Christian Jackson, president of Associated Students, Inc., endorsed Parham on behalf of the student body with “immense anticipation” for the university’s new president. “Since the day Dr. Parham arrived, students, faculty, and staff are all now finding themselves at the table having conversations about what our students specifically need to be successful academically and in life.”
The ceremony also included remarks from California Senator Steven Bradford and Parham’s close colleagues in the field of psychology: Wade Nobles, emeritus professor of Africana studies and black psychology at San Francisco State; and Derald Wing Sue, professor of counseling psychology at Columbia University.
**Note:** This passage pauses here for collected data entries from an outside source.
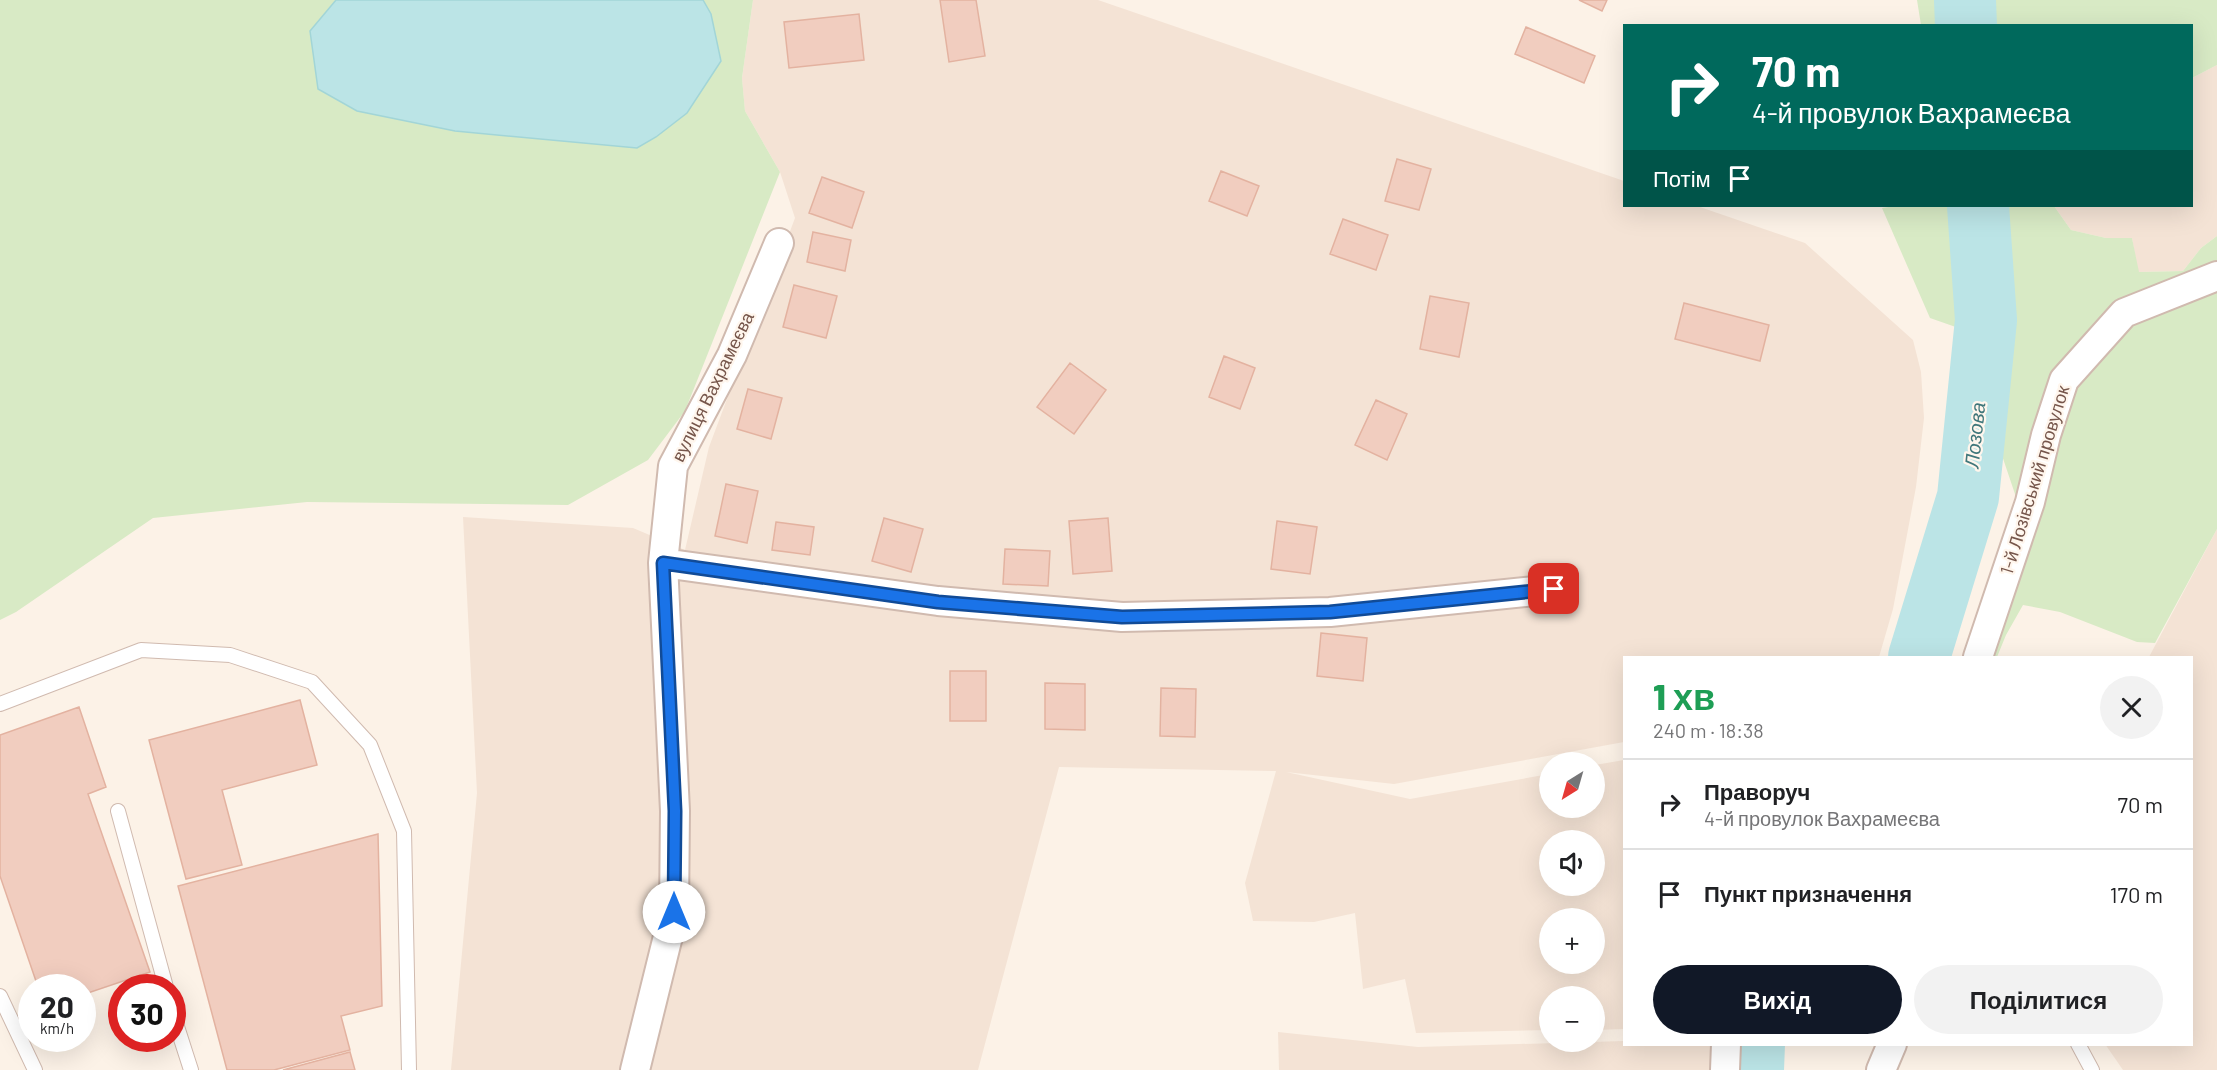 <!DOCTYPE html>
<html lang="uk">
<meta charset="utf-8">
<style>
:root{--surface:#fff;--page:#f2f2f2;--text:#202124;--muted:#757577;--line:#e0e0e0;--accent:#111827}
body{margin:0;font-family:Barlow,sans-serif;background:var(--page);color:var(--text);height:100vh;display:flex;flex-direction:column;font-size:22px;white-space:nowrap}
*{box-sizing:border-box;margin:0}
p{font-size:20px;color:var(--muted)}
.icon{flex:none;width:33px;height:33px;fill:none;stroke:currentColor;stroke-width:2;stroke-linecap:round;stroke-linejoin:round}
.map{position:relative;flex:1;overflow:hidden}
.side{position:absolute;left:1623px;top:656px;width:570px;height:390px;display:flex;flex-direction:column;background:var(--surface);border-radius:0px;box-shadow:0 6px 24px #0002}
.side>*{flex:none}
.guide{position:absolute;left:1623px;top:24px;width:570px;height:183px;border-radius:0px;box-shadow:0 6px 24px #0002;background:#00695c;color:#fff;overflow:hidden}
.needle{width:39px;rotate:217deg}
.fabs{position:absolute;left:1539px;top:752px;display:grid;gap:12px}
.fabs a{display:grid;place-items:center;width:66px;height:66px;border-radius:50%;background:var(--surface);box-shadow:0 6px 24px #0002;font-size:30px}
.speed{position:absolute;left:18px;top:974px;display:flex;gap:12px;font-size:30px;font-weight:700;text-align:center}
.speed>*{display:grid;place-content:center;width:78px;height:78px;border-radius:50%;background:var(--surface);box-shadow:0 6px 24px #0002;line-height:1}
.speed small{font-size:15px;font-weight:400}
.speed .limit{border:9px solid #d22;background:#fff;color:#111}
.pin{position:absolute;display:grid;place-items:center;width:51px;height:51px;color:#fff;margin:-26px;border-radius:12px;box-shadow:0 3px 9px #0006}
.me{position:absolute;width:66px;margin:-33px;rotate:0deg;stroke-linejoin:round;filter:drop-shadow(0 0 4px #0008)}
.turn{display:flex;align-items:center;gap:21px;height:126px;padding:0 30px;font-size:27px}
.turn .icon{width:78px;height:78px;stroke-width:2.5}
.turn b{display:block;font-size:42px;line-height:51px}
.then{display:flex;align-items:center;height:57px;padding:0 30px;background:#0003;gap:12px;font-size:22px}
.round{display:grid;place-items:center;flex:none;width:63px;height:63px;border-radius:32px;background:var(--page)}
.overview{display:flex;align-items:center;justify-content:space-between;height:102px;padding:0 30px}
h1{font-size:36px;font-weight:800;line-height:45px;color:#1e9e55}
.button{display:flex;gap:12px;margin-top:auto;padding:12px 30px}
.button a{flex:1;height:69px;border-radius:36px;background:var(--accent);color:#fff;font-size:24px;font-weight:800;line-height:69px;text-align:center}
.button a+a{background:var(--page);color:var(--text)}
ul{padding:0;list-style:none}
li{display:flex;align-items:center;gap:18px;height:90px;padding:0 30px;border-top:2px solid var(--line)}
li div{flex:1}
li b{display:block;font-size:22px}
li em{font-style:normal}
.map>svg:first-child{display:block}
.residential{fill:#f4e3d5;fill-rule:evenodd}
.green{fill:#d8eac5}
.water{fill:#bbe4e6;stroke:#a2d5d7;stroke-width:1.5}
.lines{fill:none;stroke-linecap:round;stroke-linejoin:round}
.river{stroke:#bbe4e6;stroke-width:62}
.building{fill:#f1cdbf;stroke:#e3b2a0;stroke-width:1.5}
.service-casing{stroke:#d0baaf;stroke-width:16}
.minor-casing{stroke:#d0baaf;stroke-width:32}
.service{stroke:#fff;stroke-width:14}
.minor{stroke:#fff;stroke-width:28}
.route-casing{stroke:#114b97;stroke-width:15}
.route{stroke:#1a73e8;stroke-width:10}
.labels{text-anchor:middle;stroke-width:4.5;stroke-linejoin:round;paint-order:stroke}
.street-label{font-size:18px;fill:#76564b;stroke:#fff6ed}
.water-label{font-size:20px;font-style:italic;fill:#40777b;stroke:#fff6ed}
</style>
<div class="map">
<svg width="2217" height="1070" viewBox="0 0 2217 1070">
<rect width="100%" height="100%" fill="#fcf2e7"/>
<path class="residential" d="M753 0H1098L1624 181V206H1697L1805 243 1913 340 1921 372 1924 418 1916 487 1893 609 1879 657H1624V742L1394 784 1286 772 1410 799 1549 774 1550 807H1594L1595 765 1624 760V1029L1595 1030 1594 996H1550L1549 1030 1416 1033 1405 979 1363 989 1355 913 1314 922 1253 921 1245 883 1276 771 1059 767 978 1070H451L477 793 463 517 633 528 685 550 709 447 795 218 780 172 745 111 742 78ZM1550 840H1594V885H1550ZM1550 918H1594V963H1550Z
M2217 65V236L2201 248 2183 271 2138 272 2132 238H2106L2071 230 2054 206H2192V78Z
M2217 529V1070H2123L2105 1044H2192V657H2149Z
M1278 1032 1418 1047 1624 1041V1044H1713L1712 1070H1279Z"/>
<path class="green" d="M0 0H336L310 31 455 131 637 147 711 14 703 0H753L742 78 745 111 780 172 685 411 648 460 568 505 307 502 153 518 16 612 0 620Z
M1917 0H2217V65L2192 78V26L1921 25Z
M1895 206H2054L2071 230 2106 238H2132L2139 272 2183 271 2201 248 2217 236V529L2155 643 2137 642 2060 612 2023 605 2006 635 1997 657H1966L2017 500 1986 408 2000 354 1970 332 1930 318 1882 208Z"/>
<path class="water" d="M336 0H703L711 14 721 61 687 113 656 137 637 148 455 131 357 111 318 89 310 31Z"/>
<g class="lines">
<path class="river" d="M1965 0 1966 26
M1919 657 1968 497 1986 320 1978 206
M1753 1070 1754 1044"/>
</g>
<path class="building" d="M940 0H976L985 56 949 62Z
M1579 0H1607L1602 11Z
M859 14 864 60 789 68 784 22Z
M1526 27 1595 56 1584 83 1515 54Z
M1397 159 1431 169 1419 210 1385 201Z
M1221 171 1259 186 1247 216 1209 201Z
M822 177 864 192 852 228 809 213Z
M1343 219 1388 235 1376 270 1330 254Z
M813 232 851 240 845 271 807 262Z
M794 285 837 296 826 338 783 327Z
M1430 296 1469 303 1459 357 1420 349Z
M1684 303 1769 325 1760 361 1675 339Z
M1224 356 1255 368 1240 409 1209 397Z
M1070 363 1106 390 1074 434 1037 407Z
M748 389 782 398 771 439 737 429Z
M1376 400 1407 414 1387 460 1355 445Z
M726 484 758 491 747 543 715 536Z
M884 518 923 529 911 572 872 561Z
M1108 518 1112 571 1073 574 1069 521Z
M1277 521 1317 527 1310 574 1271 569Z
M776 522 814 527 810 555 772 550Z
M1005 549 1050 551 1048 586 1003 584Z
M1321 633 1367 638 1363 681 1317 676Z
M950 671H986V721H950Z
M1045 683 1085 684V730L1045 729Z
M1161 688 1196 689 1195 737 1160 736Z
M300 700 317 765 222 790 242 865 186 879 149 740Z
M79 707 106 787 88 794 150 972 82 995V987H38L0 876V735Z
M378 834 382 1006 341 1016 350 1050 274 1070H227L178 886Z
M350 1052 355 1070H283Z"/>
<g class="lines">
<defs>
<path id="service" d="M0 704 141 650 230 655 312 682 370 745 404 831 409 1070
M118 811 166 987
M0 996 35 1070
M172 1011 191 1070
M2078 1044 2092 1070"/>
<path id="minor" d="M663 563 938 601 1122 617 1330 612 1554 589
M1978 657 2030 502 2046 435 2064 380 2124 313 2217 276
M635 1070 674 912 675 811 663 563 673 466 732 355 779 243
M1725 1070 1726 1044
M1881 1070 1892 1044"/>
</defs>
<use href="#service" class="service-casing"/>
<use href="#minor" class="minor-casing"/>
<use href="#service" class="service"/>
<use href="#minor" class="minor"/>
</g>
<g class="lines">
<defs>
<path id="route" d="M674 912 675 811 663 563 938 602 1122 617 1330 612 1554 589"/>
</defs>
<use href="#route" class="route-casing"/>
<use href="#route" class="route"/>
</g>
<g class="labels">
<g class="street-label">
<text transform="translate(713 387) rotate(-64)" y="6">вулиця Вахрамеєва</text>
<text transform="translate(2035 480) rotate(-73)" y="6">1-й Лозівський провулок</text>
</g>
<g class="water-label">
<text transform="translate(1975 435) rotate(-84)" y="7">Лозова</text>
</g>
</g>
</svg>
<div class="fabs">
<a><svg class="needle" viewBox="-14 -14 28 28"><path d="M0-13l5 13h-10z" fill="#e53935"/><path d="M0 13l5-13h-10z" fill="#757577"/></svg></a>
<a><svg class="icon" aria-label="sound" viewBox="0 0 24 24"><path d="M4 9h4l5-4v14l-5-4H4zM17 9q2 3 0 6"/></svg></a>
<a>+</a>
<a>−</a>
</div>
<div class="speed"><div>20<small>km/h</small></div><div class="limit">30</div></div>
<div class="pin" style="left:1554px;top:589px;background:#d93025"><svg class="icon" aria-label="arrive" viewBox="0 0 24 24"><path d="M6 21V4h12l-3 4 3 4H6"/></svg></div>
<svg class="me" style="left:674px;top:912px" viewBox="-20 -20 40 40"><circle r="19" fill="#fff"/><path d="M0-13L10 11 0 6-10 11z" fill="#1a73e8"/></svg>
<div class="guide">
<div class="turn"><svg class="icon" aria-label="right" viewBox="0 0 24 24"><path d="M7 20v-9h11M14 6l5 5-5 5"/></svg><div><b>70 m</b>4-й провулок Вахрамеєва</div></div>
<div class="then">Потім<svg class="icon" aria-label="arrive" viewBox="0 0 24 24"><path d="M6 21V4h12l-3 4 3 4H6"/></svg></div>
</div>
<section class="side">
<div class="overview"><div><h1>1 хв</h1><p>240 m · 18:38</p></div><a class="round"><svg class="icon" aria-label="close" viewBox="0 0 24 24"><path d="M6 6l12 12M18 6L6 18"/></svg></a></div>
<ul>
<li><svg class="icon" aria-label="right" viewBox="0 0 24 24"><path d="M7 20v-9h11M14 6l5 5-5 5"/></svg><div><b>Праворуч</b><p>4-й провулок Вахрамеєва</p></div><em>70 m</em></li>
<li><svg class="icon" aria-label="arrive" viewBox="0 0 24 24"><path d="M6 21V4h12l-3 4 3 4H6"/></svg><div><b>Пункт призначення</b></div><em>170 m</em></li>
</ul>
<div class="button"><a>Вихід</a><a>Поділитися</a></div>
</section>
</div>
The ceremony ended with a benediction led by Ivan Pitts, senior pastor of Second Baptist Church of Santa Ana.
CSUDH alumna Maria Villa (’82, B.S., business administration), an attorney and partner in the Law Offices of Lathrop & Villa, offered remarks on behalf of the alumni and the university’s Philanthropic Foundation Board. She called the university a “springboard that propelled me forward to succeed.”
“The foundation I received here allowed me to become a leader in my profession, including being elected the first Hispanic attorney to serve on the California State Bar Board of Governors,” Villa shared. “So my fellow Toros! Let’s follow President Parham’s lead in transforming our university. With your degree from Cal State Dominguez Hills, you will not only transform your lives, you will transform our country into a better place for all!”
CSU Board of Trustees Chair Adam Day represented the board at the investiture. He called the selection of a campus president to be the trustees’ most important role.
“My first official campus visit upon being appointed to the board was CSU Dominguez Hills. I purposefully made that decision because the story and fabric of this campus and community is not just special – it is critical to the success of the entire state of California,” Day said. “Dr. Parham impressed the selection committee and the trustees with his history of working with students from diverse backgrounds, his commitment and passion to student achievement, and his deep connections in the community. We have great faith and confidence in his ability to be the leader CSU Dominguez Hills needs.”